* Supplied entries

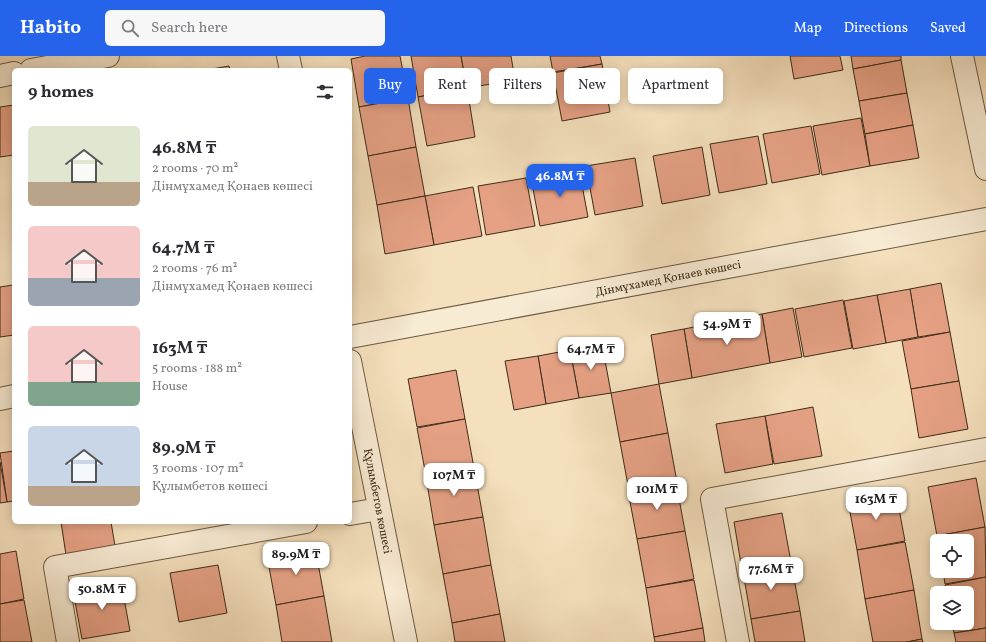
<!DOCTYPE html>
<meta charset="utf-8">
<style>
:root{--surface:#fff;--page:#f7f7f7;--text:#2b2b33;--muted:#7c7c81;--accent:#2563eb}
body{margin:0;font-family:Vollkorn,serif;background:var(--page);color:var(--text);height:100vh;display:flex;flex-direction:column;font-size:15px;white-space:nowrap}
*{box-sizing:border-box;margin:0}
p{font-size:13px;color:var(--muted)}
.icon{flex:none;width:22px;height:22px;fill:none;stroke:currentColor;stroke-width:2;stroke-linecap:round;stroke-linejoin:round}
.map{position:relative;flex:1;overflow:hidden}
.details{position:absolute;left:12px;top:12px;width:340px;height:456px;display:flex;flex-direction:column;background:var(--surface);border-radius:6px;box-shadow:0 2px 10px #0003}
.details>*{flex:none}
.top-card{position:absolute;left:364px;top:12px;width:380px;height:36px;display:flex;gap:8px}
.controls{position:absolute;left:930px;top:478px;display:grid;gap:8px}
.controls a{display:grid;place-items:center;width:44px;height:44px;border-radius:6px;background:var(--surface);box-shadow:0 2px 10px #0003;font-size:20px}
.price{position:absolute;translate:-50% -34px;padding:0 9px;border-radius:8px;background:#fff;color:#222;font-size:13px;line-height:26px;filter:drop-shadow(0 1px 2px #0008)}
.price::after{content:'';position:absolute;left:50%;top:24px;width:12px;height:9px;margin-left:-6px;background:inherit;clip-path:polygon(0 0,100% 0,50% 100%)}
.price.active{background:var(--accent);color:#fff}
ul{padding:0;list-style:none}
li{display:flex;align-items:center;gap:12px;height:100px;padding:0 16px}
li span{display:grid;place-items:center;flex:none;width:112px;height:80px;border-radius:6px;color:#555}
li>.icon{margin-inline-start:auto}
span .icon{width:48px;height:48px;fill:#fffc;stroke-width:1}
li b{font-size:17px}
h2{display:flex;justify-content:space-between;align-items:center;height:48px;padding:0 16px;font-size:17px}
.chip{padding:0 14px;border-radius:6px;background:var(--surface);box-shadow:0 2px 10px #0003;font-size:14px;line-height:36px}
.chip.active{background:var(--accent);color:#fff}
header{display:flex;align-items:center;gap:24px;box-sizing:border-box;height:56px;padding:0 20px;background:var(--accent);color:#fff}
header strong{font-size:19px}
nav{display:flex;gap:22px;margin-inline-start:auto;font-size:14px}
.search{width:280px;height:36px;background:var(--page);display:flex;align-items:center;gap:10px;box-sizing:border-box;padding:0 14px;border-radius:6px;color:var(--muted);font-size:15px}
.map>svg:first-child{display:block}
.building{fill:#e6a185;stroke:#3d2c18}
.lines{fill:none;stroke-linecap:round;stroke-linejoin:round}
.minor-casing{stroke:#6b5941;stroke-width:24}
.minor{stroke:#f8ebd4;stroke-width:22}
.labels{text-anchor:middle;stroke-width:3;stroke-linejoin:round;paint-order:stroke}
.street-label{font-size:12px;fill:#3d2c18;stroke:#f8ebd4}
</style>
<header>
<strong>Habito</strong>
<div class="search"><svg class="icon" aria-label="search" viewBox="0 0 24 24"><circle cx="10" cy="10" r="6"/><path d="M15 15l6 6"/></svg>Search here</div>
<nav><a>Map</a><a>Directions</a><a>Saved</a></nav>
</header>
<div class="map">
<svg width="986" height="586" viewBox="0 0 986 586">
<rect width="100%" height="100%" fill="#f5e0bd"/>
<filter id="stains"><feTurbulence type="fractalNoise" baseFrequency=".005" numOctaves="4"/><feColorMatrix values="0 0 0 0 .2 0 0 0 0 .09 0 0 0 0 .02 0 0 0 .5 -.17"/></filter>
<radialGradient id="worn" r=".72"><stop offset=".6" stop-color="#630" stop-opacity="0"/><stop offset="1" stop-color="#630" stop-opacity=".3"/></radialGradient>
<g class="building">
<polygon points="365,0 400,0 408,42 359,51 351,3"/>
<polygon points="411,0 461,0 467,32 418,41"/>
<polygon points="461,0 511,0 515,24 467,32"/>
<polygon points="550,0 600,0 602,8 553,16"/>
<polygon points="790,0 840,0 843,14 794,23"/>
<polygon points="851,0 901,0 901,4 853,13"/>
<polygon points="901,4 907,37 859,45 853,13"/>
<polygon points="602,8 610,56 562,65 553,17"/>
<polygon points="229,10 230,14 206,14"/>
<polygon points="467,32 475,81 427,90 418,41"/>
<polygon points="907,37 913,69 865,78 859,45"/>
<polygon points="408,42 416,91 368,100 359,51"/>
<polygon points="14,49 14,99 0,101 0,51"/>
<polygon points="861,62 870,110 822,119 813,70"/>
<polygon points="913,69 919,102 870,110 865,78"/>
<polygon points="811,70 820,118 772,127 763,78"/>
<polygon points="758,80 767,128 719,137 710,88"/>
<polygon points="416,91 425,140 377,149 368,100"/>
<polygon points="702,91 710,139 662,148 653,100"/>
<polygon points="635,102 643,150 595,159 586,110"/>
<polygon points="579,113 588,161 540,170 531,122"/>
<polygon points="526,122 535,170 486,179 478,130"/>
<polygon points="473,131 482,180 434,189 425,140"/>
<polygon points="425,140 434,189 385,198 377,149"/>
<polygon points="941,227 950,276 918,281 910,233"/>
<polygon points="13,229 14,279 0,281 0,231"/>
<polygon points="910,233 918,281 886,287 877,239"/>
<polygon points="877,239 886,287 853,293 844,245"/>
<polygon points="843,244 852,292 804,301 795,253"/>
<polygon points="793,252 802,301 770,307 762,258"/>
<polygon points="762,258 770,307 692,322 684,273"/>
<polygon points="684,273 692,322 659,328 651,279"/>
<polygon points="950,276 959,325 911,333 902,285"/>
<polygon points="602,288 611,337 579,342 570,294"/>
<polygon points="570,294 579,342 546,348 538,300"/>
<polygon points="538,300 546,348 514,354 505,305"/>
<polygon points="456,314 465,363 417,371 408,323"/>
<polygon points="959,325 968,373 919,382 911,333"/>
<polygon points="659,328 668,377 620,386 611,337"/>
<polygon points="813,351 822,400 774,408 765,360"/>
<polygon points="765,360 773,408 725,417 716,368"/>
<polygon points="465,363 474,412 426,420 417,372"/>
<polygon points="668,377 677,426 629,435 620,386"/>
<polygon points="14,395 14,445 7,446 0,397"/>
<polygon points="0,406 7,446 0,447"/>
<polygon points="474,412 483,461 434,469 426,421"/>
<polygon points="976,422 985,471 937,480 928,431"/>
<polygon points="676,426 685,475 637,483 628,435"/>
<polygon points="896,437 905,485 857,494 848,445"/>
<polygon points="782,457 791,506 742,514 734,466"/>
<polygon points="483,461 491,509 443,518 434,469"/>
<polygon points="61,466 111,466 115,490 66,499"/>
<polygon points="985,471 986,521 945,528 943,515 967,515 967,485 938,485 937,480"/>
<polygon points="685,475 694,523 646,532 637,483"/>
<polygon points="905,486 914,534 865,543 857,494"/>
<polygon points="315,491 324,540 276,549 267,500"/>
<polygon points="16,495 24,543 0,548 0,498"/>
<polygon points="791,506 800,555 751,563 743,515"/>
<polygon points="218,509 227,557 179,566 170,517"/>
<polygon points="491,509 500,558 452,567 443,518"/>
<polygon points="986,521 986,572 954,577 952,567 967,567 967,537 947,537 945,529"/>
<polygon points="694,524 703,572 654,581 646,532"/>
<polygon points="121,526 130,575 82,583 73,535"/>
<polygon points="914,534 922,583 907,586 873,586 865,543"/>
<polygon points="324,540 332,586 282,586 276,549"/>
<polygon points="24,544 32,586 0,586 0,548"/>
<polygon points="800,555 805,586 755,586 751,563"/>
<polygon points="500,558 505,586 455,586 452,567"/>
<polygon points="703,572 705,586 655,586 654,581"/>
<polygon points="986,572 986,586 956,586 954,577"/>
<polygon points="922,583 923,586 907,586"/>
</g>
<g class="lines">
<defs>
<g id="minor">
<polyline points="288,0 291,14"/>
<polyline points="962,0 986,113"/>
<polyline points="31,14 108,0"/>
<polyline points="0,20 14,17"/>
<polyline points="350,281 986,163"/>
<polyline points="350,305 406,586"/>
<polyline points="0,343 14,340"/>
<polyline points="350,458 379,453"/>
<polyline points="68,586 55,511 306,466"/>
<polyline points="738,586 712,443 986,393"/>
</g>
</defs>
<use href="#minor" class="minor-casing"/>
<use href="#minor" class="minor"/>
</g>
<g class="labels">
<g class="street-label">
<text transform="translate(668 222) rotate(-11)" y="4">Дінмұхамед Қонаев көшесі</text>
<text transform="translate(378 445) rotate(79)" y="4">Құлымбетов көшесі</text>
</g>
</g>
<rect width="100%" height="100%" filter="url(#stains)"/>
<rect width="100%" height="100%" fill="url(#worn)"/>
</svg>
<div class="controls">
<a><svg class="icon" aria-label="locate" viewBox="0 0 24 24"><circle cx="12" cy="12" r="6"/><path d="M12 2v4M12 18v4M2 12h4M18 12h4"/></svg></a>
<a><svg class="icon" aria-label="layers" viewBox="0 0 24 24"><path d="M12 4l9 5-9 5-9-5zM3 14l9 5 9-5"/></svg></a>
</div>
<b class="price active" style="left:560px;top:142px">46.8M ₸</b>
<b class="price" style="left:727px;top:290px">54.9M ₸</b>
<b class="price" style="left:591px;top:315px">64.7M ₸</b>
<b class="price" style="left:454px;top:441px">107M ₸</b>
<b class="price" style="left:657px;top:455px">101M ₸</b>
<b class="price" style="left:876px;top:465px">163M ₸</b>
<b class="price" style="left:296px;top:520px">89.9M ₸</b>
<b class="price" style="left:771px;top:535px">77.6M ₸</b>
<b class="price" style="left:102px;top:555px">50.8M ₸</b>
<div class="top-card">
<a class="chip active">Buy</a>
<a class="chip">Rent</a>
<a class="chip">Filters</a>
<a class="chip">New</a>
<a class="chip">Apartment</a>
</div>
<section class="details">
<h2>9 homes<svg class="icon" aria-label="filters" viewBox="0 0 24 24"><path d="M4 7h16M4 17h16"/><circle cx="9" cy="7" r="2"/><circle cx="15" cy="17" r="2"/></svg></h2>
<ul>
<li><span style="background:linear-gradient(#dfe7d0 70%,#b9a48a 0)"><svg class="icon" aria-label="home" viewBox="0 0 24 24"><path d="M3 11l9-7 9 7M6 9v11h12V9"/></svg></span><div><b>46.8M ₸</b><p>2 rooms · 70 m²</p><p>Дінмұхамед Қонаев көшесі</p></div></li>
<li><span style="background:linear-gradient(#f6c9c9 65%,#9aa5b1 0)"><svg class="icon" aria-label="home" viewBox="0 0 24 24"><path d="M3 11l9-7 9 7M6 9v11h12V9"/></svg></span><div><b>64.7M ₸</b><p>2 rooms · 76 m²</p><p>Дінмұхамед Қонаев көшесі</p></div></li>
<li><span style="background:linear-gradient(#f6c9c9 70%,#7fa58c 0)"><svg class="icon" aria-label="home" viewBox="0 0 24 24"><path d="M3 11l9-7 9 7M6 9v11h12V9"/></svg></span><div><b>163M ₸</b><p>5 rooms · 188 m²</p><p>House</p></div></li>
<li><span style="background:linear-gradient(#c9d6e8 75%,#b9a48a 0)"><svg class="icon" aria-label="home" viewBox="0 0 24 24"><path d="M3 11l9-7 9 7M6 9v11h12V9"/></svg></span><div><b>89.9M ₸</b><p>3 rooms · 107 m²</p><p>Құлымбетов көшесі</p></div></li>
</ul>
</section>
</div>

* Task statement
Scan the data above for the word "position" and report every line where it is found.

* Answer to this problem
.map{position:relative;flex:1;overflow:hidden}
.details{position:absolute;left:12px;top:12px;width:340px;height:456px;display:flex;flex-direction:column;background:var(--surface);border-radius:6px;box-shadow:0 2px 10px #0003}
.top-card{position:absolute;left:364px;top:12px;width:380px;height:36px;display:flex;gap:8px}
.controls{position:absolute;left:930px;top:478px;display:grid;gap:8px}
.price{position:absolute;translate:-50% -34px;padding:0 9px;border-radius:8px;background:#fff;color:#222;font-size:13px;line-height:26px;filter:drop-shadow(0 1px 2px #0008)}
.price::after{content:'';position:absolute;left:50%;top:24px;width:12px;height:9px;margin-left:-6px;background:inherit;clip-path:polygon(0 0,100% 0,50% 100%)}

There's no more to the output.